**Your objective**
Only lines with the string "song" are wanted. Pull them out of the data.

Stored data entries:

-*-

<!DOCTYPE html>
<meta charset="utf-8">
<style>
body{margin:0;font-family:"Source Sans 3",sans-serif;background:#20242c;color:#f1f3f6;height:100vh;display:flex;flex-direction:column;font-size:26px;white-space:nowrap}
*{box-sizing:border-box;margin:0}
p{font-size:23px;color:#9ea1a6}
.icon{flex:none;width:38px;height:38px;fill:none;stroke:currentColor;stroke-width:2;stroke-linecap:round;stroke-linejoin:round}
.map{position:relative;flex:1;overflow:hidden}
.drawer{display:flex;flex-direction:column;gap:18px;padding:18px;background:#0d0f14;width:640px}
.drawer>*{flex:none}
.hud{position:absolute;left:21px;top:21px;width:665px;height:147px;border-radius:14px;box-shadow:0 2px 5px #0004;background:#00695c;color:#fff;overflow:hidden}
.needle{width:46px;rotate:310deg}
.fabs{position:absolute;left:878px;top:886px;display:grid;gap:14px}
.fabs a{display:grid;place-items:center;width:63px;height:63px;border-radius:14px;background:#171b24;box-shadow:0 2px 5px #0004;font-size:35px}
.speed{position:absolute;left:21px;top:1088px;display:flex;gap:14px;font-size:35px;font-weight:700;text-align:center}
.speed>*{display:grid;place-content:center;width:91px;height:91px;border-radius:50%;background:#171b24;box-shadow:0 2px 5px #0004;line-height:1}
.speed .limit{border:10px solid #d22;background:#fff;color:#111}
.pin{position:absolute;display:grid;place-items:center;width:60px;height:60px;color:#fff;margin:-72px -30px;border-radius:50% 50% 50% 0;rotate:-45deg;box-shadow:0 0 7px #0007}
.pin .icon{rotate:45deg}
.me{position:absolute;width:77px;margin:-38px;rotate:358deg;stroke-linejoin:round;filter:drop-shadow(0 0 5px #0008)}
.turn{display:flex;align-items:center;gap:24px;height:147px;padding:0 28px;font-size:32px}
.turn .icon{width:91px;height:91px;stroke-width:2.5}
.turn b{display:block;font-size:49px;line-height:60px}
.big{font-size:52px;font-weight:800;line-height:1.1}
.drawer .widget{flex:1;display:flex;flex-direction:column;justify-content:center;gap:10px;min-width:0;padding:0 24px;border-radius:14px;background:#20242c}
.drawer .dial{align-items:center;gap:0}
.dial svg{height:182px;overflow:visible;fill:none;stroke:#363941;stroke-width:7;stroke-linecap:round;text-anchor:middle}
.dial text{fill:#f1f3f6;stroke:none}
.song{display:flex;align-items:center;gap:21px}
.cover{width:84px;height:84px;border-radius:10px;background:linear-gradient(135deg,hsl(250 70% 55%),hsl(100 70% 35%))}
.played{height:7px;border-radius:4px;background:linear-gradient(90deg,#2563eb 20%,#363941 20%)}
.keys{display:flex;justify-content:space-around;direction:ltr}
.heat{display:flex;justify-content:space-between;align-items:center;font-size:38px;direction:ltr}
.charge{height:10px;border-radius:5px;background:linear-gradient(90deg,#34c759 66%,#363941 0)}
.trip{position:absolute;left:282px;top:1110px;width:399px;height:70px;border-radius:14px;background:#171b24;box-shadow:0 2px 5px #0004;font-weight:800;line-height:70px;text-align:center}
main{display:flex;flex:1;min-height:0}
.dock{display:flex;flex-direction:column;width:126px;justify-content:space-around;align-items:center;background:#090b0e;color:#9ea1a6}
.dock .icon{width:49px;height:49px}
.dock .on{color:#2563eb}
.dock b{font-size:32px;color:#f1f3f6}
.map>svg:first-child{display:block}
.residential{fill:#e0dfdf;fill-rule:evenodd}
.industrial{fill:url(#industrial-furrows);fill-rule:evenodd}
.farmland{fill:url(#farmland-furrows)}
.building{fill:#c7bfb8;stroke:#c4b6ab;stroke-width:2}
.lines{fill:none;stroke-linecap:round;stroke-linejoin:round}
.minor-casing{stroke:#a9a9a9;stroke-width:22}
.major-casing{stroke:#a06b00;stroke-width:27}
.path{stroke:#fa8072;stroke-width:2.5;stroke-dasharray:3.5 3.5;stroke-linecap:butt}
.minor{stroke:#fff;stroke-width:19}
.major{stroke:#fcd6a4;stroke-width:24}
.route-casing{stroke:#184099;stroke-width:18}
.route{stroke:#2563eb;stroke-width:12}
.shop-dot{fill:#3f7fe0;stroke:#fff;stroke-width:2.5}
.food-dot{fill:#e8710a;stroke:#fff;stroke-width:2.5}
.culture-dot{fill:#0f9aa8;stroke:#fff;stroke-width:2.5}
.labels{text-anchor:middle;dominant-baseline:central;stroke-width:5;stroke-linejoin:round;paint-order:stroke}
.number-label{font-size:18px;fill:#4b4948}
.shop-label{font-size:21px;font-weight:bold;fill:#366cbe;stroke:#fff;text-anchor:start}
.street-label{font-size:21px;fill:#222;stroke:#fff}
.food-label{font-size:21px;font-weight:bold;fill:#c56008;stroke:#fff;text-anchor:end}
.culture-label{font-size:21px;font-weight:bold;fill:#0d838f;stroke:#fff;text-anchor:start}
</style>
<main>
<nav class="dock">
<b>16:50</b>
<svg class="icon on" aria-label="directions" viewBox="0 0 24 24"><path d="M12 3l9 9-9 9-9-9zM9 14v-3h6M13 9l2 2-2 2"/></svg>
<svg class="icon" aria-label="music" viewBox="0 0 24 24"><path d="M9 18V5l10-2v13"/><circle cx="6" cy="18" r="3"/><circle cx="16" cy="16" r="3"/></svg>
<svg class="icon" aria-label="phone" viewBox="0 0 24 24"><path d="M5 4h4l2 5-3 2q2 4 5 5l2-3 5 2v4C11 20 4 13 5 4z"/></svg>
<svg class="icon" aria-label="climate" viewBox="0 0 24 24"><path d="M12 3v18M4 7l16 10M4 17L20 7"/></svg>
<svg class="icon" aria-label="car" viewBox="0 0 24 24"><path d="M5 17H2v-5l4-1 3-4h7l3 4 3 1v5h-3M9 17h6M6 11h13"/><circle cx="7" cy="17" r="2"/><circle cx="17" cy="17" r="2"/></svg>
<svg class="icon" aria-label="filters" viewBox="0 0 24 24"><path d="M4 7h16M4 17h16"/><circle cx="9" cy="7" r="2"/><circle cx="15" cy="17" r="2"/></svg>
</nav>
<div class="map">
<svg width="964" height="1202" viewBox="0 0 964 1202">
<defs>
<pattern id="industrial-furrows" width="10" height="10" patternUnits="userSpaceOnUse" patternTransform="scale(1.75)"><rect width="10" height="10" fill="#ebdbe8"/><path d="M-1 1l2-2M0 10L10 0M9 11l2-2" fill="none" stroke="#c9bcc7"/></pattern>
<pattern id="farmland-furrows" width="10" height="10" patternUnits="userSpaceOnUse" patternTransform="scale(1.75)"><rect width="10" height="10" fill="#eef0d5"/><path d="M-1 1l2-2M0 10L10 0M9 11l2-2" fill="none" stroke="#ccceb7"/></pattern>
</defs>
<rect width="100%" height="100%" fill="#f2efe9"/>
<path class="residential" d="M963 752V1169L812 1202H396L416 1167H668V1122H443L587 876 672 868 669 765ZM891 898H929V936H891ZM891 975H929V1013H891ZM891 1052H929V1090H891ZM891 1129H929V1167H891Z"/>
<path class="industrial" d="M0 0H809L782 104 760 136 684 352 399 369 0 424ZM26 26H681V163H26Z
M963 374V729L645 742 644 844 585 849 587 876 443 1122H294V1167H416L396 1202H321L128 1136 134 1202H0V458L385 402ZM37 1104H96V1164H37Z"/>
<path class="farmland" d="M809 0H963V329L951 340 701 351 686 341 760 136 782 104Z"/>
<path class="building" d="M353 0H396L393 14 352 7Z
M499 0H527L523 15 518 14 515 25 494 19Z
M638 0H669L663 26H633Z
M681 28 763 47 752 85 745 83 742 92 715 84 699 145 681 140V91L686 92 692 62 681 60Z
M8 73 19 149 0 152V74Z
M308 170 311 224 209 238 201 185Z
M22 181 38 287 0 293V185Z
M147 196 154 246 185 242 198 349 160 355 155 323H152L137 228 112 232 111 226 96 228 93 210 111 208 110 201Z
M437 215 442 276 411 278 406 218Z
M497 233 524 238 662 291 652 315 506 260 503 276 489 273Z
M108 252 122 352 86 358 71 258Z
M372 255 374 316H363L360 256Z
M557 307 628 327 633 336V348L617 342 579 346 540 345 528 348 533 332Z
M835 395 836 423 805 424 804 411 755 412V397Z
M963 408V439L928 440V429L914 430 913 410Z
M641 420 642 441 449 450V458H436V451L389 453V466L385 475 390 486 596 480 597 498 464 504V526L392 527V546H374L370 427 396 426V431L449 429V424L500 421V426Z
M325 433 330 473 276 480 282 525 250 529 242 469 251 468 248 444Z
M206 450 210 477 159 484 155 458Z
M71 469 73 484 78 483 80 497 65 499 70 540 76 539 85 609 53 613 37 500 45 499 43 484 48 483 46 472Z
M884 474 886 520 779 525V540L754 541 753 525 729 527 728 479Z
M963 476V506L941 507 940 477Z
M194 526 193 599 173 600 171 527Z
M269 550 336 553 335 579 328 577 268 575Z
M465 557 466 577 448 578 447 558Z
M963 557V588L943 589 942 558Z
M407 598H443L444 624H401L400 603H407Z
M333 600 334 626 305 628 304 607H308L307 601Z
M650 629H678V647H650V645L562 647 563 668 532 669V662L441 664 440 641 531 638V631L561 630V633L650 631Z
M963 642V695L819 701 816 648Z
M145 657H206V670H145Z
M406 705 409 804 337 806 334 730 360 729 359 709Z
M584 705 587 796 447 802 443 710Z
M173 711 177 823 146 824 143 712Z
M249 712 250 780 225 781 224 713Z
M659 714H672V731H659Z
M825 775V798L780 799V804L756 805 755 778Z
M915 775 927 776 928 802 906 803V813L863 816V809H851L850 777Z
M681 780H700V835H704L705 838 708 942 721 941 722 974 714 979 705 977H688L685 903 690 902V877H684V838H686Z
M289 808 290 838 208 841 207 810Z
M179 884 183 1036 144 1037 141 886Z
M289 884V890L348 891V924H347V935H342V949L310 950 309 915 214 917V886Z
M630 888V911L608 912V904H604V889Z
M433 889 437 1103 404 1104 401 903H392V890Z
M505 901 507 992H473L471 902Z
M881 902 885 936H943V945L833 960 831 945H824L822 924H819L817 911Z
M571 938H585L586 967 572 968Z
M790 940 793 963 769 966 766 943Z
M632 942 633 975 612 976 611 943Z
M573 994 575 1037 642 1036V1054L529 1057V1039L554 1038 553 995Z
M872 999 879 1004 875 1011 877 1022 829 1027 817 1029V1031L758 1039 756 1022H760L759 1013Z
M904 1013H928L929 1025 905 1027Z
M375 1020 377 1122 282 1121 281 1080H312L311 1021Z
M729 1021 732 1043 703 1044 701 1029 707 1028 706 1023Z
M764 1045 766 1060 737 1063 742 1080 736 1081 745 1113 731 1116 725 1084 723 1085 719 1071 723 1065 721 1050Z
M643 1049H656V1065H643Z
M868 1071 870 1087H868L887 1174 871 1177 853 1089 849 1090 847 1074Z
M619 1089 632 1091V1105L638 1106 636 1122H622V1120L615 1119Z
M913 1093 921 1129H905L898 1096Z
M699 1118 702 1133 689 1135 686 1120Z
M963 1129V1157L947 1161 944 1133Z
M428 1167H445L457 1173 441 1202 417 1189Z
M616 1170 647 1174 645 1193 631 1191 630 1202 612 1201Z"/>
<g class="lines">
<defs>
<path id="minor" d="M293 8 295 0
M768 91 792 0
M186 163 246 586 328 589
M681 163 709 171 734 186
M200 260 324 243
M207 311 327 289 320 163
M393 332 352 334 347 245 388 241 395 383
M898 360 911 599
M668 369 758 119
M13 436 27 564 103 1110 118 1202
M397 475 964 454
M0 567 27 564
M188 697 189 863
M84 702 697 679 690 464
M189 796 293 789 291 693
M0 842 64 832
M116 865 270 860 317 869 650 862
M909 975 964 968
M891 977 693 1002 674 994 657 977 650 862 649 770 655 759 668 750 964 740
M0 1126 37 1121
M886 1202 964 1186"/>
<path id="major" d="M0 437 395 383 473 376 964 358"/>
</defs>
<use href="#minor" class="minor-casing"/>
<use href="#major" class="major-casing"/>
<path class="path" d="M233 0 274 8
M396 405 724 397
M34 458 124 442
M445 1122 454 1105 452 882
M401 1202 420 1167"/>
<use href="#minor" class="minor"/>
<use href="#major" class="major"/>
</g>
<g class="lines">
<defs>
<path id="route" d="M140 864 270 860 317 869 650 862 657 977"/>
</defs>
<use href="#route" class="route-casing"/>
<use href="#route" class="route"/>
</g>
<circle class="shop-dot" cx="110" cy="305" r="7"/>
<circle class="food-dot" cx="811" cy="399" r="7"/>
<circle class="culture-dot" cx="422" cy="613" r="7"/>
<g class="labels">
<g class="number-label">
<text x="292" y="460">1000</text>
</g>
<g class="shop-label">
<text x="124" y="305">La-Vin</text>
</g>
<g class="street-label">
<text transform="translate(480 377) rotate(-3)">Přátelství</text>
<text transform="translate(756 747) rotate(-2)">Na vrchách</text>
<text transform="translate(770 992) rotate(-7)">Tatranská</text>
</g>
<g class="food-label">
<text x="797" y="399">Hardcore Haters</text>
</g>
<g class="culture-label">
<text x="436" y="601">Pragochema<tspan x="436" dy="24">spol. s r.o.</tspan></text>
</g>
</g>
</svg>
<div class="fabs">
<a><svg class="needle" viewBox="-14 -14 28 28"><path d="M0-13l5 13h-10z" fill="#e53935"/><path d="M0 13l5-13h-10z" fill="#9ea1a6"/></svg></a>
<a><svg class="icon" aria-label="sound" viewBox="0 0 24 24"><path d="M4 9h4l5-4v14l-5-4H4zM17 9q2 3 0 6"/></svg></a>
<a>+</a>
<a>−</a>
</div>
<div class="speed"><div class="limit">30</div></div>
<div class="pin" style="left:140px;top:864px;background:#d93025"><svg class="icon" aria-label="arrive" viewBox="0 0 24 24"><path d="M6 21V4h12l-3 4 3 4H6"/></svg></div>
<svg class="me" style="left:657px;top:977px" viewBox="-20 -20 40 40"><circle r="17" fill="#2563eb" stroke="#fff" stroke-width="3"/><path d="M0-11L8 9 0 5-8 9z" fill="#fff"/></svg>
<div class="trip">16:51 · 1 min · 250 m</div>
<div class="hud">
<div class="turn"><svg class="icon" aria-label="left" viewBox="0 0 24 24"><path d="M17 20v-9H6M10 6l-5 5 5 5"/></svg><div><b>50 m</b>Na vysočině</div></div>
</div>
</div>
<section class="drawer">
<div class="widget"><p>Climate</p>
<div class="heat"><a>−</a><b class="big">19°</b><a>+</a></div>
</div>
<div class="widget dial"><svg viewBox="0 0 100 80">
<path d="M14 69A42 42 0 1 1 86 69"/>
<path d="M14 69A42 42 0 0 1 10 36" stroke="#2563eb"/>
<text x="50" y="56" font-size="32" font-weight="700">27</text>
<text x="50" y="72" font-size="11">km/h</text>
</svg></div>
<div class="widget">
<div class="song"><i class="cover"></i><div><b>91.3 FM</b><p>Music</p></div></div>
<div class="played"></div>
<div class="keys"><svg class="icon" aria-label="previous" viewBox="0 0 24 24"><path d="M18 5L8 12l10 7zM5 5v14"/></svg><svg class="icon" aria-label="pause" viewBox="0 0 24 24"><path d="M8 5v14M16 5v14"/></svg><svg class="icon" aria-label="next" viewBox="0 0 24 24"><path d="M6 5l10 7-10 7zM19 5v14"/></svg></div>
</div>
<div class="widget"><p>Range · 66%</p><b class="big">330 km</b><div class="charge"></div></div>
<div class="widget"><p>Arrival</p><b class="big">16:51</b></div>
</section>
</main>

-*-

**Response box**
.song{display:flex;align-items:center;gap:21px}
<div class="song"><i class="cover"></i><div><b>91.3 FM</b><p>Music</p></div></div>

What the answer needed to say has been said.